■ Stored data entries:
[Start of section]

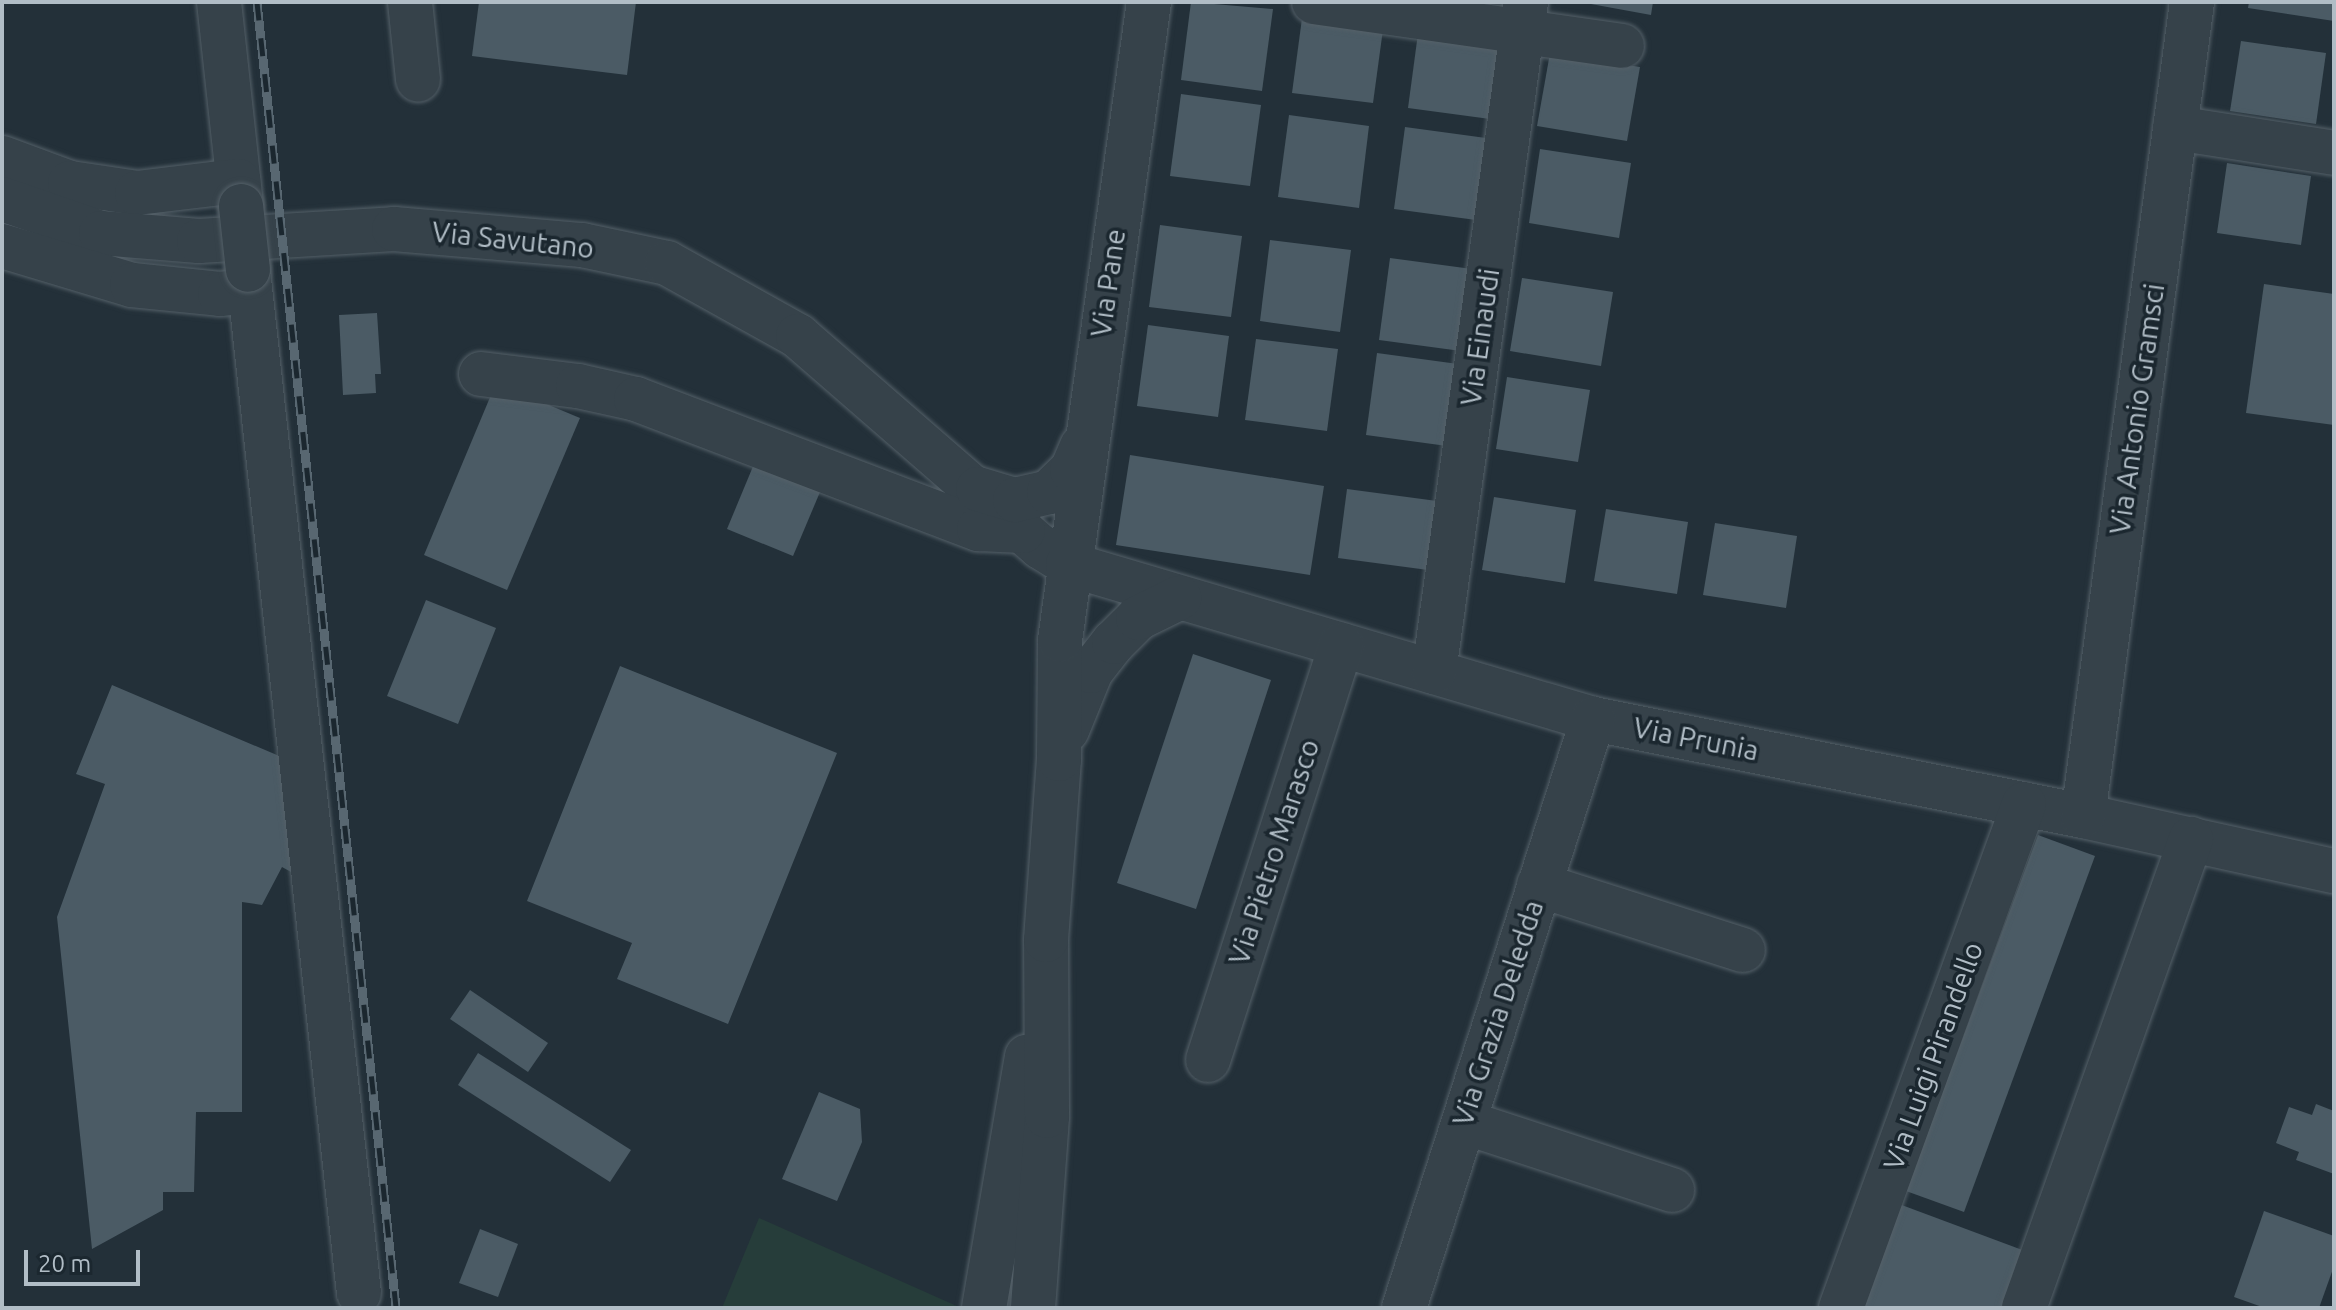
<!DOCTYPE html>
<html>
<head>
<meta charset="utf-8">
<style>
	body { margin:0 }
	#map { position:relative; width:2336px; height:1310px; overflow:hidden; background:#233039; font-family:Ubuntu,sans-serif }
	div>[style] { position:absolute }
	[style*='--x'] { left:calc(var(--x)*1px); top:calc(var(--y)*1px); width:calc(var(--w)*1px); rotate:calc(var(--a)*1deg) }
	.green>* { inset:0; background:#263d3a }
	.building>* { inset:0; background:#4b5b65 }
	.roads { filter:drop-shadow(0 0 2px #546068) drop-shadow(0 0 2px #546068) }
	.minor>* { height:44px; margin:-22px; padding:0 22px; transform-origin:22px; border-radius:22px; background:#36424a }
	.rail>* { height:9px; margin-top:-4.5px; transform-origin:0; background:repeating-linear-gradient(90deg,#1b272f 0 18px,#586771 0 36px); box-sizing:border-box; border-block:2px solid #586771 }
	.bridges { filter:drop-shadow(0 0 2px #546068) drop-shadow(0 0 2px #546068) }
	.minor-bridge>* { height:44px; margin:-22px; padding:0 22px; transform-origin:22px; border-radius:22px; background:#36424a }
	span { translate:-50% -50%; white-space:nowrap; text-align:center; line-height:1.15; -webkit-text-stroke:7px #1b272f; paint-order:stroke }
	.street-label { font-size:28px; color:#b1bdc6 }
	.frame { position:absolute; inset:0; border:4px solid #b1bdc6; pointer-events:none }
	.scale { position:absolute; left:24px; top:1250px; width:116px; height:36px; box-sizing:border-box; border:4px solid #b1bdc6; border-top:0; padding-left:10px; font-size:24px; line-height:28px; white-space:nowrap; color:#b1bdc6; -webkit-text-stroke:6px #1b272f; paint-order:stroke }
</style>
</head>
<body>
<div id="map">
	<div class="green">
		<div style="clip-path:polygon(759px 1218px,959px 1307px,958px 1308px,722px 1308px)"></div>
	</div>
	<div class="building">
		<div style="clip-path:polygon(479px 2px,636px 2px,627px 75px,472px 56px)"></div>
		<div style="clip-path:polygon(1191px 2px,1273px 9px,1262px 91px,1181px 80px)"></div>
		<div style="clip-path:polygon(1580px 2px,1653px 2px,1651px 15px)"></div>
		<div style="clip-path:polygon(2249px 2px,2334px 2px,2334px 21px,2248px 8px)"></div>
		<div style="clip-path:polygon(1303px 11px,1384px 22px,1373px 103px,1292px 93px)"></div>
		<div style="clip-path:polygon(1419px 26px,1500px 37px,1490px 119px,1408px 108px)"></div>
		<div style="clip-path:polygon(2241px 41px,2326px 53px,2316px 124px,2230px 111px)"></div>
		<div style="clip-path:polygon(1550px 53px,1640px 67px,1627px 141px,1537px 126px)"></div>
		<div style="clip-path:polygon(1181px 94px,1261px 105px,1250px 186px,1170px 176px)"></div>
		<div style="clip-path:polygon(1289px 115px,1369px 126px,1359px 208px,1278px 197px)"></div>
		<div style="clip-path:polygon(1405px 127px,1486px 138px,1476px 220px,1394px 209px)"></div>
		<div style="clip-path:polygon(1540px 149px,1631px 163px,1619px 238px,1529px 223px)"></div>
		<div style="clip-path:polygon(2227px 163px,2311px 176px,2301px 245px,2217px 233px)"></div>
		<div style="clip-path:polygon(1160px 225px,1242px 236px,1231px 317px,1149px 307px)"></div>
		<div style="clip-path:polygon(1270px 240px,1351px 250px,1340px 332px,1260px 321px)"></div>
		<div style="clip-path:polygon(1390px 258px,1472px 269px,1461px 351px,1379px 340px)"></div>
		<div style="clip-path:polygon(1522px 278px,1613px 292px,1601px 366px,1510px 351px)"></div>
		<div style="clip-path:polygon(2264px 284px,2334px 294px,2334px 425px,2246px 413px)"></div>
		<div style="clip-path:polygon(377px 313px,381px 374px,375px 374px,376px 393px,343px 395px,339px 315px)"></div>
		<div style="clip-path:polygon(1148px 325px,1229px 336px,1218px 417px,1137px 406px)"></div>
		<div style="clip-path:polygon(1256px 339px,1338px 349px,1327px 431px,1245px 420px)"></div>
		<div style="clip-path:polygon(1377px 353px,1458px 364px,1447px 446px,1366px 435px)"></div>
		<div style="clip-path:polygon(1507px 377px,1590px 390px,1578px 462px,1496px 449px)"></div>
		<div style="clip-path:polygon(496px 383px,580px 418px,507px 590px,424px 555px)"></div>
		<div style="clip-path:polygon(1130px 455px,1324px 486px,1310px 575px,1116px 545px)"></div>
		<div style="clip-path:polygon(754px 464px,820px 492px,793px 556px,727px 529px)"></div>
		<div style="clip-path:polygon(1347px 489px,1437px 501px,1428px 570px,1338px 558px)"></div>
		<div style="clip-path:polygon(1494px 497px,1576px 510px,1565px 583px,1482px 570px)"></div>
		<div style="clip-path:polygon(1606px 509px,1688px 522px,1677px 594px,1594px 581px)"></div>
		<div style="clip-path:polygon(1715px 523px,1797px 536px,1786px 608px,1703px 595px)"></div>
		<div style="clip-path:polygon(426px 600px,496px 628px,458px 724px,387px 696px)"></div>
		<div style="clip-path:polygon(1193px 654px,1271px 680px,1196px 909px,1117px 883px)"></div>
		<div style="clip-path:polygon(620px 666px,837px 753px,728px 1024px,617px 979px,632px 943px,527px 901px)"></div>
		<div style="clip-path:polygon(112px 685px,291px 761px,302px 878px,282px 867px,262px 905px,242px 902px,242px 1112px,196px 1112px,194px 1192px,163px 1192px,163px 1210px,92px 1249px,57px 917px,105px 784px,76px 774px)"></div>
		<div style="clip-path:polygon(2038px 835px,2095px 856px,1964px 1212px,1906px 1191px)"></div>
		<div style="clip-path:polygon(470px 990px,548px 1043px,528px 1072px,450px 1019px)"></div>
		<div style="clip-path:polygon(478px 1053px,631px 1150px,610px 1182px,458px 1085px)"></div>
		<div style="clip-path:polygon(819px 1092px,860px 1109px,862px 1142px,837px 1201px,782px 1179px)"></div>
		<div style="clip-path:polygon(2316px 1104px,2334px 1111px,2334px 1174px,2296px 1160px,2299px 1152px,2276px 1143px,2289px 1107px,2312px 1115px)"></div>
		<div style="clip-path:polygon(1899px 1204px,2025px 1251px,2004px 1308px,1861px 1306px)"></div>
		<div style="clip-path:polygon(2264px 1211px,2334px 1236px,2334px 1266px,2319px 1308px,2265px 1308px,2234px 1297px)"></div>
		<div style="clip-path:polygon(480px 1229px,518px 1244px,498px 1297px,459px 1283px)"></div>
	</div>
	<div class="roads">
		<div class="minor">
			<div style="--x:219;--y:2;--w:205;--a:83.8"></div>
			<div style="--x:410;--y:2;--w:78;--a:84.1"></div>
			<div style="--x:1314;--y:2;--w:311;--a:8.1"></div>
			<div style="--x:2175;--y:128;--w:161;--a:8.9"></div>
			<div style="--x:2;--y:158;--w:72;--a:20.2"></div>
			<div style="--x:70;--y:183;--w:68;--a:8.5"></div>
			<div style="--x:137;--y:193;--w:102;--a:-6.8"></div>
			<div style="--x:2;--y:199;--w:105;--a:19"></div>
			<div style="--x:101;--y:233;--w:98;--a:4.7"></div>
			<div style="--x:199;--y:241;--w:195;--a:-3.5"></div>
			<div style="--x:394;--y:229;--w:189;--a:4.9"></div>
			<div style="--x:582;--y:245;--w:87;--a:12"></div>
			<div style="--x:667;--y:263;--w:150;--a:29.1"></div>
			<div style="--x:798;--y:336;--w:322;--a:41"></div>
			<div style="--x:1041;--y:547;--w:32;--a:32"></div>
			<div style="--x:1068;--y:564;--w:547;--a:16.45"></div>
			<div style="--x:1593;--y:719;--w:500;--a:11.2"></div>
			<div style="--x:2083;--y:816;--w:257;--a:12.4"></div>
			<div style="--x:2;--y:246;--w:136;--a:16.7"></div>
			<div style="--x:132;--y:285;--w:88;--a:5.8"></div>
			<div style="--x:220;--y:294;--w:30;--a:-6"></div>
			<div style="--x:248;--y:270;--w:1029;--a:83.81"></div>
			<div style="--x:481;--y:374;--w:98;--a:7.1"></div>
			<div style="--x:578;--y:386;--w:59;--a:12.6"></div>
			<div style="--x:636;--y:399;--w:367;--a:20.8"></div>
			<div style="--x:979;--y:529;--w:44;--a:2.6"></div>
			<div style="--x:978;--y:489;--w:39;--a:17"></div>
			<div style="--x:1015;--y:500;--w:35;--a:-13"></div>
			<div style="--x:1049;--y:492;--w:32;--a:-44"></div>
			<div style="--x:1072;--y:470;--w:25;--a:-67"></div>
			<div style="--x:1434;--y:672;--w:676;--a:-82.18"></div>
			<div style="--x:1067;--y:730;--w:64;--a:-67.9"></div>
			<div style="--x:1091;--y:671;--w:37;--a:-52"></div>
			<div style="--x:1114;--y:642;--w:34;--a:-45"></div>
			<div style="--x:1138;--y:618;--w:46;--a:-26"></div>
			<div style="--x:2083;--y:816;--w:821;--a:-82.37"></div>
			<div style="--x:1539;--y:885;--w:214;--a:17.7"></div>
			<div style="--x:1208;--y:1060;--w:436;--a:-72.2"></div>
			<div style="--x:1464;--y:1122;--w:219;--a:18.1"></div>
			<div style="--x:984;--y:1308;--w:255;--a:-80.3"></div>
			<div style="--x:1033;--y:1308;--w:193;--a:-85.8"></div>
			<div style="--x:1047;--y:1116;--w:176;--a:-90.3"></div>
			<div style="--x:1046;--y:940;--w:181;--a:-85.9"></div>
			<div style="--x:1059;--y:759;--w:119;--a:-89.5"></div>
			<div style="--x:1060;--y:640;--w:644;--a:-82.06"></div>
			<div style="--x:1404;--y:1308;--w:619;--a:-72.21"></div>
			<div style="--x:1841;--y:1308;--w:536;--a:-70.04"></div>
			<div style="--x:2024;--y:1308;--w:498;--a:-70.4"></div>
		</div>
	</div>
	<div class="rail">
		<div style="--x:257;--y:2;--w:1313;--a:83.92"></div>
	</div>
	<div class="bridges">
		<div class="minor-bridge">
			<div style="--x:241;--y:206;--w:64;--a:83.8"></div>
		</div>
	</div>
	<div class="street-label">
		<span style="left:513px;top:240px;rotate:6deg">Via Savutano</span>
		<span style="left:1108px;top:283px;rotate:-82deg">Via Pane</span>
		<span style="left:1480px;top:337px;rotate:-82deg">Via Einaudi</span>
		<span style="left:2137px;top:409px;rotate:-82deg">Via Antonio Gramsci</span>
		<span style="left:1696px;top:739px;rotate:11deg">Via Prunia</span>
		<span style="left:1274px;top:852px;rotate:-72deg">Via Pietro Marasco</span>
		<span style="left:1498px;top:1013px;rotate:-72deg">Via Grazia Deledda</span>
		<span style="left:1933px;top:1056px;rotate:-70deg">Via Luigi Pirandello</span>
	</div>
	<div class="frame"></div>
	<div class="scale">20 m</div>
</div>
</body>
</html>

[End of section]

■ EXERCISE OBJECTIVE: Return the lines exactly as they stand, from the start of the entries through the line holding "translate:-50% -50%; white-space:nowrap;"; omit the pictures.

■ WRITTEN SOLUTION:
<!DOCTYPE html>
<html>
<head>
<meta charset="utf-8">
<style>
	body { margin:0 }
	#map { position:relative; width:2336px; height:1310px; overflow:hidden; background:#233039; font-family:Ubuntu,sans-serif }
	div>[style] { position:absolute }
	[style*='--x'] { left:calc(var(--x)*1px); top:calc(var(--y)*1px); width:calc(var(--w)*1px); rotate:calc(var(--a)*1deg) }
	.green>* { inset:0; background:#263d3a }
	.building>* { inset:0; background:#4b5b65 }
	.roads { filter:drop-shadow(0 0 2px #546068) drop-shadow(0 0 2px #546068) }
	.minor>* { height:44px; margin:-22px; padding:0 22px; transform-origin:22px; border-radius:22px; background:#36424a }
	.rail>* { height:9px; margin-top:-4.5px; transform-origin:0; background:repeating-linear-gradient(90deg,#1b272f 0 18px,#586771 0 36px); box-sizing:border-box; border-block:2px solid #586771 }
	.bridges { filter:drop-shadow(0 0 2px #546068) drop-shadow(0 0 2px #546068) }
	.minor-bridge>* { height:44px; margin:-22px; padding:0 22px; transform-origin:22px; border-radius:22px; background:#36424a }
	span { translate:-50% -50%; white-space:nowrap; text-align:center; line-height:1.15; -webkit-text-stroke:7px #1b272f; paint-order:stroke }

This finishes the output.